Another related approach to concept learning is based on bisimulation [18], which amounts to a recursive partitioning of a set of individuals, similarly to terminological decision trees. However, instead of resorting to a refinement operator for producing partial solutions, the method exploits a set of pre-computed selectors, i.e. tests that are used to partition the set of individuals.

3 The Learning Problem

We consider knowledge bases (KBs) defined through representation languages adopted for the vocabularies in the Web of Data that can ultimately be mapped onto Description Logics (DLs) [1].

Basically, a KB can be regarded as a set $\mathcal {K}= \mathcal {T}\cup \mathcal {A}$ of inclusion axioms (in the TBox $\mathcal {T}$) in terms of subsumption ($\sqsubseteq $), and assertions (in the ABox $\mathcal {A}$) that describe, respectively, concepts (and relations) and individuals.

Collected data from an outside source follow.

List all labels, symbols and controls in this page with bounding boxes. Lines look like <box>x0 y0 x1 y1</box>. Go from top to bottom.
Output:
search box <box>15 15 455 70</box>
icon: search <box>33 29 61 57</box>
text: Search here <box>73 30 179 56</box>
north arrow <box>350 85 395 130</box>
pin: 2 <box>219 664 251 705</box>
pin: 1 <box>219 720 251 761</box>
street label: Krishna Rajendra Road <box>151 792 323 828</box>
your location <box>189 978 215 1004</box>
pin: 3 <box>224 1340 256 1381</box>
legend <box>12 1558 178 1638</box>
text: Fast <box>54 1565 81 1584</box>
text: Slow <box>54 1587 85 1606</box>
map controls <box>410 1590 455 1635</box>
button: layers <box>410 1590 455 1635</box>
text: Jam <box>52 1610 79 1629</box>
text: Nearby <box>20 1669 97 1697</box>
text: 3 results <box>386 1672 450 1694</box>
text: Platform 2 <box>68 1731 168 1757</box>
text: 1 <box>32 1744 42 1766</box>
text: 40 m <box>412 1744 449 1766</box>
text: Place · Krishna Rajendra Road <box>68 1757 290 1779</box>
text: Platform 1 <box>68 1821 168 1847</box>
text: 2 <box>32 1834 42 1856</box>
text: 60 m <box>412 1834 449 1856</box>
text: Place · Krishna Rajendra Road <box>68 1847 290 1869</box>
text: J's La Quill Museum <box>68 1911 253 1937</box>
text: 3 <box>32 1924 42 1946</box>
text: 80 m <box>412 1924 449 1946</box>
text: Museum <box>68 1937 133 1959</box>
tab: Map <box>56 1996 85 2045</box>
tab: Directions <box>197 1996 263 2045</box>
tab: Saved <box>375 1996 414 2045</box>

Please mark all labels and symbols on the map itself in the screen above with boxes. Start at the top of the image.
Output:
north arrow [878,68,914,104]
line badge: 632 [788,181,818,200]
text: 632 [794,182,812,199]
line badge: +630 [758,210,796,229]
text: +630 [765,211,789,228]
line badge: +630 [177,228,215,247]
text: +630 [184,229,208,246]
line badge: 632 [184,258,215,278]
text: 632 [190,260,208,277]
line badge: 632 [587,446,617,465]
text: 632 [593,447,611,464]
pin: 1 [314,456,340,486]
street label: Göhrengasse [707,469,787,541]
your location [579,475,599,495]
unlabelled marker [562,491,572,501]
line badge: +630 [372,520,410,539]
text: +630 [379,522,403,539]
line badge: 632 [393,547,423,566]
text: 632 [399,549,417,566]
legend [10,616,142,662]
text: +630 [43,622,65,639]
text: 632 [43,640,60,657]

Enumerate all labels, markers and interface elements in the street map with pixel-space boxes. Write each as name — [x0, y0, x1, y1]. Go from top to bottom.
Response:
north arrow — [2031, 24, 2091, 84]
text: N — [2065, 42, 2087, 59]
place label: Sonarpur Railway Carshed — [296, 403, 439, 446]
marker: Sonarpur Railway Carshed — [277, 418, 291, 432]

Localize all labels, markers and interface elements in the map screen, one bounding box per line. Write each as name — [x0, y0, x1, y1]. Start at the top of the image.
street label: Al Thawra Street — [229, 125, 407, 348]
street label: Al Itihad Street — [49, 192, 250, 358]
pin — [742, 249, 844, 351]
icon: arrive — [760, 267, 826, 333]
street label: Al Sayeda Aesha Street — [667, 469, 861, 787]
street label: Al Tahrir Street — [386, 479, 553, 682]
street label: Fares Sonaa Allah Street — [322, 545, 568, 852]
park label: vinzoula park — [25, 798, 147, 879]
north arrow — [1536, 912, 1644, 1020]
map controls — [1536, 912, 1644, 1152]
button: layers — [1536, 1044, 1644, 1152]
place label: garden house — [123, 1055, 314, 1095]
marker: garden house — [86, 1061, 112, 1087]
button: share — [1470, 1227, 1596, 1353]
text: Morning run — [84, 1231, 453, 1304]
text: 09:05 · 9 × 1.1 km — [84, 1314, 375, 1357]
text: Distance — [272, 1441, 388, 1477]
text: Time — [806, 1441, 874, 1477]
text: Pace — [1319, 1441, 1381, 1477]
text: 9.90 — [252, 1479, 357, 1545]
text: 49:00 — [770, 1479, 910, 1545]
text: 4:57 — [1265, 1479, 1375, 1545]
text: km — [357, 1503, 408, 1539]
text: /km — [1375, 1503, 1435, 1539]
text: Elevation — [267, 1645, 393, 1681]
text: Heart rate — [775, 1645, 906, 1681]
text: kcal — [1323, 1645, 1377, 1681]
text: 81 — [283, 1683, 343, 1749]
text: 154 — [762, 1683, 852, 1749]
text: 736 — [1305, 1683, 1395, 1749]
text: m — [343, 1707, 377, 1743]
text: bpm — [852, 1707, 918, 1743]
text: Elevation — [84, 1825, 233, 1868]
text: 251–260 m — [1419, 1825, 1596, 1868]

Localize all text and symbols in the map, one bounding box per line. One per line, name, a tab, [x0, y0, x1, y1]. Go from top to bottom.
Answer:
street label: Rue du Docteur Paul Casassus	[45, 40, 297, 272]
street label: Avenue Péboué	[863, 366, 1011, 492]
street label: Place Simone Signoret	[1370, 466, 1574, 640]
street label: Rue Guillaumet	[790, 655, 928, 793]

Given a limited set of training examples, i.e. individuals labeled with an intended membership w.r.t. a given target concept, the goal is to induce a function (classification model or classifier) that is able to predict the correct membership for further unseen individuals. More formally, the problem is:

Given:

a knowledge base $\mathcal {K}= \mathcal {T}\cup \mathcal {A}$, with $\textsf {Ind}(\mathcal {A})$ denoting the set of its individuals;
a target concept C associated with an unknown classification function $f_C\!: \textsf {Ind}(\mathcal {A})\rightarrow \{+1,-1,0\}$ such that, for each $a \in \textsf {Ind}(\mathcal {A})$, the possible values (labels) correspond, respectively, to the cases $\mathcal {K}\,\models \, C(a)$, $\mathcal {K}\,\models \,\lnot C(a)$, and uncertain membership (default);
a set of classifiers, or space of hypotheses: $\mathcal {H}= \{ h: \textsf {Ind}(\mathcal {A})\rightarrow \{+1,-1,0\}\}$
a training set $\mathbf {T}= \mathbf{Ps }\, \cup \, \mathbf{Ns }\, \cup \, \mathbf{Us }$ of examples, i.e. individual-label pairs, where each individual is associated with the unique known membership-label l for $f_C$, that corresponds to its intended classification (ground truth) w.r.t. C:
- $ \mathbf{Ps } = \{(a,+1) \mid a \in \textsf {Ind}(\mathcal {A}),\ f_C(a) = +1 \} $; positive examples
- $\mathbf{Ns } = \{(b,-1) \mid b \in \textsf {Ind}(\mathcal {A}),\ f_C(b) = -1 \} $; negative examples
- $ \mathbf{Us } = \{(c,0) \mid c \in \textsf {Ind}(\mathcal {A}),\ f_C(c) = 0 \}$ uncertain-membership examples

Learn: a classifier $H \in \mathcal {H}$ that minimizes the empirical risk of error $\hat{R}$ on $\mathbf {T}$:

$$\begin{aligned} H = \mathrm {arg}\min _{h \in \mathcal {H}} \hat{R}(h,\mathbf {T}) = \mathrm {arg}\min _{h \in \mathcal {H}} \frac{1}{n}\sum _{(x,l) \in \mathbf {T}} L(h(x),l) \end{aligned}$$

where L is a loss function , a cost function penalizing incorrect label assignments by the classifier. The accuracy of the induced classifier can be then assessed by measuring $\hat{R}(H,\mathbf {T'})$ on a separate test set $\mathbf {T'}$ of examples (i.e. $\mathbf {T}\cap \mathbf {T'}= \emptyset $).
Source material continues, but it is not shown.